Printed broadside with MS additions (ViHi); signed by TJ; dateline and other handwritten matter in two clerk’s hands (here indicated by italic type); addressed: “The Commissioners of the money tax for Albemarle.” Enclosure: Copy of the so-called provision law of 1780 (see Hening, description begins William Waller Hening, ed., The Statutes at Large; Being a Collection of All the Laws of Virginia, Richmond, 1809–1823, 13 vols. description ends x, 233–7; Vol. 3: 487); the appointment of the commissioners of the money tax (or specific tax) was made under an Act of 1779 for laying a tax payable in certain enumerated commodities (see Vol. 3: 402 note).

This broadside, indubtiably rare, was called to the attention of the Editors by John M. Jennings, Director, the Virginia Historical Society. Another copy, at present unlocated, was offered in Maggs Bros. Catalogue No. 429 (1922), Lot 1016, as being “signed by Jefferson in blank.” Donations by the free spirited whig were made not only in response to the law or in terms of the enumerated commodities but voluntarily and in part in response to Mrs. Jefferson’s appeal of 8 Aug. 1780 (see note there). Among the watch chains, gold rings, “diamond drop,” half joes, guineas, pistareens, and bundles of Continental and Virginia currency that were contributed by the ladies of Virginia at this critical time, there is noted the contribution of “Mrs.
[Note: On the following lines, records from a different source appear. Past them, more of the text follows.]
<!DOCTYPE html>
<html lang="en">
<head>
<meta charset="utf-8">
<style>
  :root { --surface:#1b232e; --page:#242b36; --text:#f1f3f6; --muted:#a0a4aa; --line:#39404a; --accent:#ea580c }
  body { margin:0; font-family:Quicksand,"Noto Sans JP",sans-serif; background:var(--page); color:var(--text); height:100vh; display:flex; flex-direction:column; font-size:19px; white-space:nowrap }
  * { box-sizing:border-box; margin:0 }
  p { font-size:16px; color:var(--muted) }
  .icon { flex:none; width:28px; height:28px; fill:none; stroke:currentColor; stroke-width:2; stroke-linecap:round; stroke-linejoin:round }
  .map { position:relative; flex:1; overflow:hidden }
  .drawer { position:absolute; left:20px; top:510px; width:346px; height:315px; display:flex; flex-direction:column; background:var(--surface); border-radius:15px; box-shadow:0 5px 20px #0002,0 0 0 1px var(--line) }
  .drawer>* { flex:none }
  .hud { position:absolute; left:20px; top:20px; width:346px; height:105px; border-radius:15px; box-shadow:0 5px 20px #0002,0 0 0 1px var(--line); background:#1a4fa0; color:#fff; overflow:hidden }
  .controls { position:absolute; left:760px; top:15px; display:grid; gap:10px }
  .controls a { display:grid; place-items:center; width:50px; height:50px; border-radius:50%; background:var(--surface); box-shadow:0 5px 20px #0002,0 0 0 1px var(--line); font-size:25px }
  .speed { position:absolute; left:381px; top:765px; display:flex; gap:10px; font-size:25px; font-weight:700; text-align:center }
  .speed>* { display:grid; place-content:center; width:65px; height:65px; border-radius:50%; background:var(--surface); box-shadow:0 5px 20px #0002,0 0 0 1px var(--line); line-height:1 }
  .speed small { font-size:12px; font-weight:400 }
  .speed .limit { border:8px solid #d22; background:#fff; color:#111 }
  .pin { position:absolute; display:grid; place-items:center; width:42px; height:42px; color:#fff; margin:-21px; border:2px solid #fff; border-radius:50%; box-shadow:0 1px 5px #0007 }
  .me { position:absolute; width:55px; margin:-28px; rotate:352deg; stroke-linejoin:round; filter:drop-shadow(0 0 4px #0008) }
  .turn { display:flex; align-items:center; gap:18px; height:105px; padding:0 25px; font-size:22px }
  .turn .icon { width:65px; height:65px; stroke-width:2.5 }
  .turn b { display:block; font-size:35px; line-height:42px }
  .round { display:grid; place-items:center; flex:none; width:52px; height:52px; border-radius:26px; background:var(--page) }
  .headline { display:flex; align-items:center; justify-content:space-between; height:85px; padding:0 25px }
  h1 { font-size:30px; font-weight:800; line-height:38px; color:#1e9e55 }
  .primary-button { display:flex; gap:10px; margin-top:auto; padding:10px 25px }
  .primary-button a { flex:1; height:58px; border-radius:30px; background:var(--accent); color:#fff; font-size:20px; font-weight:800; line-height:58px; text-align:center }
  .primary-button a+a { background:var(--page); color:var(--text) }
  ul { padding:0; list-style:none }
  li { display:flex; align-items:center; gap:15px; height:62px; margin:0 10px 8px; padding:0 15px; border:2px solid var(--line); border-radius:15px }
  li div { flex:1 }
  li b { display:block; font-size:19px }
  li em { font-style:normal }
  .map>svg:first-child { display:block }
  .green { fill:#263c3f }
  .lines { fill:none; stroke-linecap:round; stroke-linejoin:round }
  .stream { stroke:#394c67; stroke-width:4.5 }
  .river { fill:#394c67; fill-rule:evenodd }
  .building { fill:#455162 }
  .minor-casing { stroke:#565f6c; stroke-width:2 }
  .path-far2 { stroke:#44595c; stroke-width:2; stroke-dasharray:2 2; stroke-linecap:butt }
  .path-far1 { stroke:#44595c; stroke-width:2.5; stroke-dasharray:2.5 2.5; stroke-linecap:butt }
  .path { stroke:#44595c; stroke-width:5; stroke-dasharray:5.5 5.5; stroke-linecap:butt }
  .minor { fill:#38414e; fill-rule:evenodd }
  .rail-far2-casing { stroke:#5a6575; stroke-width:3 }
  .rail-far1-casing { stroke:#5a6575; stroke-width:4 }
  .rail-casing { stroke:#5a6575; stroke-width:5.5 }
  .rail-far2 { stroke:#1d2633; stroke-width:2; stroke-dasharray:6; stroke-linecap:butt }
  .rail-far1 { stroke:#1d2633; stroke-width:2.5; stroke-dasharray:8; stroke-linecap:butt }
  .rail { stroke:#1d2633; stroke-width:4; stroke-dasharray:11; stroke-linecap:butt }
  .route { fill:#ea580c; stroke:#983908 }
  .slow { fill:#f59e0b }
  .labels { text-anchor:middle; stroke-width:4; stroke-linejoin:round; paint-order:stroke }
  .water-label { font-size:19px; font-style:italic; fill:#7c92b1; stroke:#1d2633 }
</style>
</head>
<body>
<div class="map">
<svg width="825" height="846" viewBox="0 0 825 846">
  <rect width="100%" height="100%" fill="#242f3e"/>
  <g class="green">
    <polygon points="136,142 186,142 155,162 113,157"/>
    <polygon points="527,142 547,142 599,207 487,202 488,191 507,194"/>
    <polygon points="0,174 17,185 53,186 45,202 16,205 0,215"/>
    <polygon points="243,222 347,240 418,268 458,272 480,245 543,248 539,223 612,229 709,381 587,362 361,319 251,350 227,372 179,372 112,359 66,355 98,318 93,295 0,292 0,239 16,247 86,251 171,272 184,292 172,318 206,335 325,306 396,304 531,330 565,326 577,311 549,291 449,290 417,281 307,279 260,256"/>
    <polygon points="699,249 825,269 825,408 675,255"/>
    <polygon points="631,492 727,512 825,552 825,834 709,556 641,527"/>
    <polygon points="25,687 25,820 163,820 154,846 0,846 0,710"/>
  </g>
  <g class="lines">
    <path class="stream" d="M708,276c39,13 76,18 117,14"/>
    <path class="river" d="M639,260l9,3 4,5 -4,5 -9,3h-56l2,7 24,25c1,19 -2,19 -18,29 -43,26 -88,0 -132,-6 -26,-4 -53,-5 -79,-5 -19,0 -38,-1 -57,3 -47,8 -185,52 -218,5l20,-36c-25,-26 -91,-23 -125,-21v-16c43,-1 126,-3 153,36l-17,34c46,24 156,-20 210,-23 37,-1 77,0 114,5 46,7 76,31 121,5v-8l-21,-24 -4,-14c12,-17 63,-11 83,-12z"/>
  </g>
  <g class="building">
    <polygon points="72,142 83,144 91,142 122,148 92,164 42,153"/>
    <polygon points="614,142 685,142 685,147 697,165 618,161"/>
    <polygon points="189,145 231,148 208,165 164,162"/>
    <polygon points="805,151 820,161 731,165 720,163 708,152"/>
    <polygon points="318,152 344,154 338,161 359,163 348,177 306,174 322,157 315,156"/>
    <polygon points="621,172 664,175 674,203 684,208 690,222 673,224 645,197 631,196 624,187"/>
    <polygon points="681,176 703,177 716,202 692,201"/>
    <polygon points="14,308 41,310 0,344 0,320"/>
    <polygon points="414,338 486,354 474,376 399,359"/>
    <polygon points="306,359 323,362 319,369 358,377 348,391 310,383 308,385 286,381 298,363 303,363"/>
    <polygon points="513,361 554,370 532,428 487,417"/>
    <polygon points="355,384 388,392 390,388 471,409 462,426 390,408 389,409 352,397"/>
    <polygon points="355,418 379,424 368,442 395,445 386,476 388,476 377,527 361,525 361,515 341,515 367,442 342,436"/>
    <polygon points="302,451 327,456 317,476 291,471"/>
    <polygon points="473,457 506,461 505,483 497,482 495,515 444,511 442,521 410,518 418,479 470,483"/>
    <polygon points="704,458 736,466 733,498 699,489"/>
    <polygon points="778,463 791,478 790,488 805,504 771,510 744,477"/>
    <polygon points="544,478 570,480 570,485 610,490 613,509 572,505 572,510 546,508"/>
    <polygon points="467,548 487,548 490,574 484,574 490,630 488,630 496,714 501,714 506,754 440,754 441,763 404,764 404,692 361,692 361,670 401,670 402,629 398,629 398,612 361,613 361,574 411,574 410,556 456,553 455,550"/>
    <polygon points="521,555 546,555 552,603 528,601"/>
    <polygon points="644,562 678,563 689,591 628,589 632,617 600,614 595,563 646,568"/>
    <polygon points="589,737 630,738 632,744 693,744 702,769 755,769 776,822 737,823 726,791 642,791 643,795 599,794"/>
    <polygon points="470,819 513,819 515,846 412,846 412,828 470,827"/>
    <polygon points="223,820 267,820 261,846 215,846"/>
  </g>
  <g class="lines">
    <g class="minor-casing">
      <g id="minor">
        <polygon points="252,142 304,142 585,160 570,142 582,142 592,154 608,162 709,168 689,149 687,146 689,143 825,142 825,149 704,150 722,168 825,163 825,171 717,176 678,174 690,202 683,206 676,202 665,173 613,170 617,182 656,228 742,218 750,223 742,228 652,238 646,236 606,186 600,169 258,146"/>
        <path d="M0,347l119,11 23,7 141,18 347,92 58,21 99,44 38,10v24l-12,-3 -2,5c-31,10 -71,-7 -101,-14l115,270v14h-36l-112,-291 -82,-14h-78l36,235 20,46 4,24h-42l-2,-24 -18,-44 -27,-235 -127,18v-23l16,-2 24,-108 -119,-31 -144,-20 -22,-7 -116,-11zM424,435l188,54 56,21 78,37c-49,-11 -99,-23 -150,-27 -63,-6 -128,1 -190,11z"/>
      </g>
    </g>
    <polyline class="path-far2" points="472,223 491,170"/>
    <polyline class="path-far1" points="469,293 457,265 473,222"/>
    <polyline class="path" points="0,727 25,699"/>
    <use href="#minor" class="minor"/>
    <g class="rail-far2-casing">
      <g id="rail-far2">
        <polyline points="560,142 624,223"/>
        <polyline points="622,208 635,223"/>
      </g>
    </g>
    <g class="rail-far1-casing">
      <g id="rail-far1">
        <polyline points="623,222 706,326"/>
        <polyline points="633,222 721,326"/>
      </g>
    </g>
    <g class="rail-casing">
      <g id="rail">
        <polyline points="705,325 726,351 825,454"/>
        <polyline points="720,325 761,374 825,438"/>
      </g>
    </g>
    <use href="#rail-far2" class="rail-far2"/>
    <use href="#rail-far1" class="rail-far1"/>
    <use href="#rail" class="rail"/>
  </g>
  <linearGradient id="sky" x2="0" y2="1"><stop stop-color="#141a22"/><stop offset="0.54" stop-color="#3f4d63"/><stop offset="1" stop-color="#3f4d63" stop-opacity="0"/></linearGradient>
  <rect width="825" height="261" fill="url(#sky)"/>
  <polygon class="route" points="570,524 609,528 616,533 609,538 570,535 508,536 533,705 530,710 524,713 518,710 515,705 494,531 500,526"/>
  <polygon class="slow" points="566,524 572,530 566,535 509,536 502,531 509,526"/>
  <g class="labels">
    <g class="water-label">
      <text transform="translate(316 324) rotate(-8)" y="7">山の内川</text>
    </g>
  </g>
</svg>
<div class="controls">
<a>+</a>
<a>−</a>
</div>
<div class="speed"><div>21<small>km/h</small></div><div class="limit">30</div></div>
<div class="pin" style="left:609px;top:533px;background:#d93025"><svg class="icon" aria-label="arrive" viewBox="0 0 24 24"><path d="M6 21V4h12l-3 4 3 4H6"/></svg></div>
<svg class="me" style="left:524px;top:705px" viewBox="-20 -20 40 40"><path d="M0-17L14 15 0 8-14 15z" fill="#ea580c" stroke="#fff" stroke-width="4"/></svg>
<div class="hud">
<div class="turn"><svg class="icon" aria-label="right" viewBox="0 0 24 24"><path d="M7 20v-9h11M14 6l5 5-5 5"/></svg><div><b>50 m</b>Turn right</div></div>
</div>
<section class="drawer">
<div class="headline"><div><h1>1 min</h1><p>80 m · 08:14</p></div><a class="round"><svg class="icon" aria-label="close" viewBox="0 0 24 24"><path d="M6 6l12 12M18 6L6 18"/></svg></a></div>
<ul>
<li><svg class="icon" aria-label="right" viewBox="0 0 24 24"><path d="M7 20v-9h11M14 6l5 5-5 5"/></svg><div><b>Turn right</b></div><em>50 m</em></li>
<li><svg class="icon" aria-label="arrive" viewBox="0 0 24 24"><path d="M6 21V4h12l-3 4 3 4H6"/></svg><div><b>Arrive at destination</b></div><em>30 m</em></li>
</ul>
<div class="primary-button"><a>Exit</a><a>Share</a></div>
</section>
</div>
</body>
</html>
Lewis (for Albemarle) £1559 8s. paper money” (TJR description begins Thomas Jefferson Randolph, ed., Memoir, Correspondence, and Miscellanies, from the Papers of Thomas Jefferson, Charlottesville, 1829, 4 vols. description ends , i, 460–1). The receipt for this, and perhaps also the organizing spirit back of the whole effort made by the Virginia ladies under Mrs. Jefferson’s nominal leadership, came from TJ: “Received of Mrs. Mary Lewis by the hands of Mr. Lewis fifteen hundred and fifty nine pounds eight shillings old Continental and State money (there being a seven and five dollar bill more than was enumerated on the inclosing paper) also four guineas, a silver dollar and two pistereens, her collection in the county of Albemarle for a donation to the souldiers. Th: Jefferson Nov. 22. 1780” (MS in TJ’s hand in possession of Miss Mary V. Perley, Charlottesville, Va.; photostat in ViU). The “inclosing paper” is missing, but it proves that in patriotic effort the ladies were less accurate in accounting than earnest in endeavor.